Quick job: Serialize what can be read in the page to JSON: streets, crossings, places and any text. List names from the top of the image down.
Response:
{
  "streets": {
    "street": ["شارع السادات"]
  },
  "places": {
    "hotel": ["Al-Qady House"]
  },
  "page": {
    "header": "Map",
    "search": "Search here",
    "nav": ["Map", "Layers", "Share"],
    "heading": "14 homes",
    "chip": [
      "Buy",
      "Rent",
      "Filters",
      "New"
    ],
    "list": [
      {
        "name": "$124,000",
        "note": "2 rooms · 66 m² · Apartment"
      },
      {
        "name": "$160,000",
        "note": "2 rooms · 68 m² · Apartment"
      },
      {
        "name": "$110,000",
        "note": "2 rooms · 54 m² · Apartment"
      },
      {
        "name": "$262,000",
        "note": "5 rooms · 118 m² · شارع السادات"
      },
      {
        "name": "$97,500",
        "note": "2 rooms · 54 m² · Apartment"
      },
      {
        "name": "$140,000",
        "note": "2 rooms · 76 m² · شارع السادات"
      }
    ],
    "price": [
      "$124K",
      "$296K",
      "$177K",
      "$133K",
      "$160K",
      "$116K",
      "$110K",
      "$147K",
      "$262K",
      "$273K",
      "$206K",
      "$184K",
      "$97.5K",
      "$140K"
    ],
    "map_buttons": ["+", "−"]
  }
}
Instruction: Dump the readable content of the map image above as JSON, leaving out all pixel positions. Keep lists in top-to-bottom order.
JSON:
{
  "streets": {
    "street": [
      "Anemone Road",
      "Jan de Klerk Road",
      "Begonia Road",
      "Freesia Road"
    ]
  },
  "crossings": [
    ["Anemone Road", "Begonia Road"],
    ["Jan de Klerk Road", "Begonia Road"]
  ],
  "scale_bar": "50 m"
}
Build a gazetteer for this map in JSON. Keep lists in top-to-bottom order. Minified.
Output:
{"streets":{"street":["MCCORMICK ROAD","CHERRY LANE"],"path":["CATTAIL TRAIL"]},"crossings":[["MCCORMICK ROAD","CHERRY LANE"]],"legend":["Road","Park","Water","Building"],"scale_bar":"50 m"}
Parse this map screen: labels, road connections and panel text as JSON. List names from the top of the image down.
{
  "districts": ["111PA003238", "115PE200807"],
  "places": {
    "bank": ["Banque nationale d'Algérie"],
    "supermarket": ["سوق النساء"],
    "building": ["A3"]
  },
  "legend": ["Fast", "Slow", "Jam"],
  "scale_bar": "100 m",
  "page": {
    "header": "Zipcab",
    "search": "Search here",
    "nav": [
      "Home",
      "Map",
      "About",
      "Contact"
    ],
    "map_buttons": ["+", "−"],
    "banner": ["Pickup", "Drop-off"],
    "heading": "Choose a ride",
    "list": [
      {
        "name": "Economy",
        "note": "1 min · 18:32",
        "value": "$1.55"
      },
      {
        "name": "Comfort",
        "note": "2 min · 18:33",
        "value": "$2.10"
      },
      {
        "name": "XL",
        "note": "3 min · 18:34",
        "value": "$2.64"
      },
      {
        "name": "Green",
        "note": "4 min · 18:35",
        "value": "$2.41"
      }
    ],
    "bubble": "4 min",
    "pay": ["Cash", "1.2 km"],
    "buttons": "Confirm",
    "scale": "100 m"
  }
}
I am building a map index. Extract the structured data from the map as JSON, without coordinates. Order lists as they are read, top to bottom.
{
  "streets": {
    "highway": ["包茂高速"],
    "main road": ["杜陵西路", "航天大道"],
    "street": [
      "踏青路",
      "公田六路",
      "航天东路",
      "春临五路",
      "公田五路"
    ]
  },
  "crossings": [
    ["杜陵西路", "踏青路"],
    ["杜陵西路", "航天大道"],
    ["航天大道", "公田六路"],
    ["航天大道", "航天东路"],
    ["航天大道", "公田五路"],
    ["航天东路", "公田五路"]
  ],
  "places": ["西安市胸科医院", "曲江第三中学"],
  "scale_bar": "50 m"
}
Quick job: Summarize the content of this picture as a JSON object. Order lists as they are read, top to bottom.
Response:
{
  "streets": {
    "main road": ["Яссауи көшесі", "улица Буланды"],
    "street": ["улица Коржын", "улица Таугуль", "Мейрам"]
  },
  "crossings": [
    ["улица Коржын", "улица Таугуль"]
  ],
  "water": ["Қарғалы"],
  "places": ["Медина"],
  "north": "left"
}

= = = = =

Write out every entry again exactly, please, with nothing missing.

Quick job: Serialize what can be read in the page to JSON: streets, crossings, places and any text. List names from the top of the image down.
Response:
{
  "streets": {
    "street": ["شارع السادات"]
  },
  "places": {
    "hotel": ["Al-Qady House"]
  },
  "page": {
    "header": "Map",
    "search": "Search here",
    "nav": ["Map", "Layers", "Share"],
    "heading": "14 homes",
    "chip": [
      "Buy",
      "Rent",
      "Filters",
      "New"
    ],
    "list": [
      {
        "name": "$124,000",
        "note": "2 rooms · 66 m² · Apartment"
      },
      {
        "name": "$160,000",
        "note": "2 rooms · 68 m² · Apartment"
      },
      {
        "name": "$110,000",
        "note": "2 rooms · 54 m² · Apartment"
      },
      {
        "name": "$262,000",
        "note": "5 rooms · 118 m² · شارع السادات"
      },
      {
        "name": "$97,500",
        "note": "2 rooms · 54 m² · Apartment"
      },
      {
        "name": "$140,000",
        "note": "2 rooms · 76 m² · شارع السادات"
      }
    ],
    "price": [
      "$124K",
      "$296K",
      "$177K",
      "$133K",
      "$160K",
      "$116K",
      "$110K",
      "$147K",
      "$262K",
      "$273K",
      "$206K",
      "$184K",
      "$97.5K",
      "$140K"
    ],
    "map_buttons": ["+", "−"]
  }
}
Instruction: Dump the readable content of the map image above as JSON, leaving out all pixel positions. Keep lists in top-to-bottom order.
JSON:
{
  "streets": {
    "street": [
      "Anemone Road",
      "Jan de Klerk Road",
      "Begonia Road",
      "Freesia Road"
    ]
  },
  "crossings": [
    ["Anemone Road", "Begonia Road"],
    ["Jan de Klerk Road", "Begonia Road"]
  ],
  "scale_bar": "50 m"
}
Build a gazetteer for this map in JSON. Keep lists in top-to-bottom order. Minified.
Output:
{"streets":{"street":["MCCORMICK ROAD","CHERRY LANE"],"path":["CATTAIL TRAIL"]},"crossings":[["MCCORMICK ROAD","CHERRY LANE"]],"legend":["Road","Park","Water","Building"],"scale_bar":"50 m"}
Parse this map screen: labels, road connections and panel text as JSON. List names from the top of the image down.
{
  "districts": ["111PA003238", "115PE200807"],
  "places": {
    "bank": ["Banque nationale d'Algérie"],
    "supermarket": ["سوق النساء"],
    "building": ["A3"]
  },
  "legend": ["Fast", "Slow", "Jam"],
  "scale_bar": "100 m",
  "page": {
    "header": "Zipcab",
    "search": "Search here",
    "nav": [
      "Home",
      "Map",
      "About",
      "Contact"
    ],
    "map_buttons": ["+", "−"],
    "banner": ["Pickup", "Drop-off"],
    "heading": "Choose a ride",
    "list": [
      {
        "name": "Economy",
        "note": "1 min · 18:32",
        "value": "$1.55"
      },
      {
        "name": "Comfort",
        "note": "2 min · 18:33",
        "value": "$2.10"
      },
      {
        "name": "XL",
        "note": "3 min · 18:34",
        "value": "$2.64"
      },
      {
        "name": "Green",
        "note": "4 min · 18:35",
        "value": "$2.41"
      }
    ],
    "bubble": "4 min",
    "pay": ["Cash", "1.2 km"],
    "buttons": "Confirm",
    "scale": "100 m"
  }
}
I am building a map index. Extract the structured data from the map as JSON, without coordinates. Order lists as they are read, top to bottom.
{
  "streets": {
    "highway": ["包茂高速"],
    "main road": ["杜陵西路", "航天大道"],
    "street": [
      "踏青路",
      "公田六路",
      "航天东路",
      "春临五路",
      "公田五路"
    ]
  },
  "crossings": [
    ["杜陵西路", "踏青路"],
    ["杜陵西路", "航天大道"],
    ["航天大道", "公田六路"],
    ["航天大道", "航天东路"],
    ["航天大道", "公田五路"],
    ["航天东路", "公田五路"]
  ],
  "places": ["西安市胸科医院", "曲江第三中学"],
  "scale_bar": "50 m"
}
Quick job: Summarize the content of this picture as a JSON object. Order lists as they are read, top to bottom.
Response:
{
  "streets": {
    "main road": ["Яссауи көшесі", "улица Буланды"],
    "street": ["улица Коржын", "улица Таугуль", "Мейрам"]
  },
  "crossings": [
    ["улица Коржын", "улица Таугуль"]
  ],
  "water": ["Қарғалы"],
  "places": ["Медина"],
  "north": "left"
}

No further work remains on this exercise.